The first paragraph of the Warrant is hereby amended and restated in its entirety as follows:
“CAPSTONE TURBINE CORPORATION, a Delaware corporation (the “Company”), for payment of $150,000 received on the date hereof, hereby certifies that Special Situations Investing Group II, LLC (the “Purchaser”) and the other Holders (if any), are entitled to purchase from the Company (i) up to 434,288 Warrant Shares (as defined below) (the “Aggregate Warrant Shares”), (ii) at an exercise price per share equal to $3.80 (the “Per Share Warrant Exercise Price”), (iii) at any time on or after August 4, 2019 and on or before 5:00 P.M., New York, New York time on February 4, 2024 (the “Expiration Date”). Certain capitalized terms used herein are defined in Section 13.”

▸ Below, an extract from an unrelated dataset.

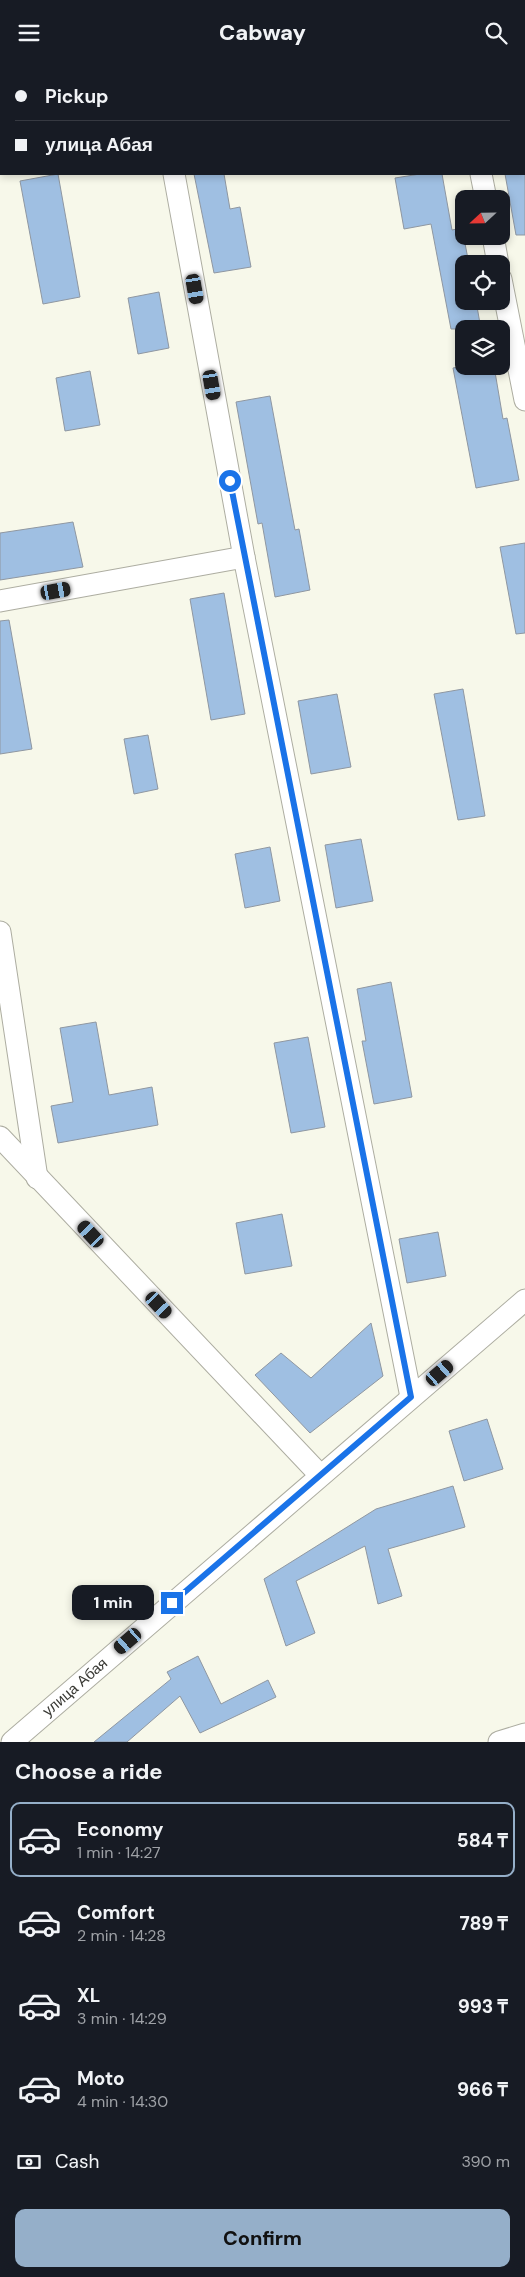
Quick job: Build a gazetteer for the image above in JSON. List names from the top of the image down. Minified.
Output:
{"streets":{"street":["улица Абая"]},"north":"left","page":{"header":"Cabway","banner":["Pickup","улица Абая"],"bubble":"1 min","heading":"Choose a ride","list":[{"name":"Economy","note":"1 min · 14:27","value":"584 ₸"},{"name":"Comfort","note":"2 min · 14:28","value":"789 ₸"},{"name":"XL","note":"3 min · 14:29","value":"993 ₸"},{"name":"Moto","note":"4 min · 14:30","value":"966 ₸"}],"pay":["Cash","390 m"],"buttons":"Confirm"}}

Section 2.1 of the Warrant is hereby amended and restated in its entirety as follows:
“Anti-Dilution Ratio. The number of Warrant Shares issuable to the Holder upon exercise of this Warrant at the Per Share Warrant Exercise Price shall be adjusted, from time to time, by multiplying the (a) the number of Warrant Shares by (b) the Anti-
Dilution Ratio (as defined below) in effect at the time of such adjustment. The Anti-Dilution Ratio shall be a fraction, the numerator of which shall be the Per Share Warrant Exercise Price and the denominator of which shall be the Per Share Anti-Dilution Price (calculated and adjusted as set forth below) in effect at the time of such adjustment (the “Anti-Dilution Ratio”); provided that the Per Share Anti-Dilution Price in effect on the date of execution of the Amendment shall be deemed to be equal to the Per Share Warrant Exercise Price; provided further that the Per Share Anti-Dilution Price shall be provided to Holder, calculated in accordance with the provision of Section 2.2(a) below, by the Company on a quarterly basis. Notwithstanding anything to the contrary in this Warrant, while the aggregate number of Warrant Shares issuable upon the exercise of this Warrant may increase, the aggregate purchase price for all Warrant Shares issuable upon exercise of this Warrant shall not be increased.”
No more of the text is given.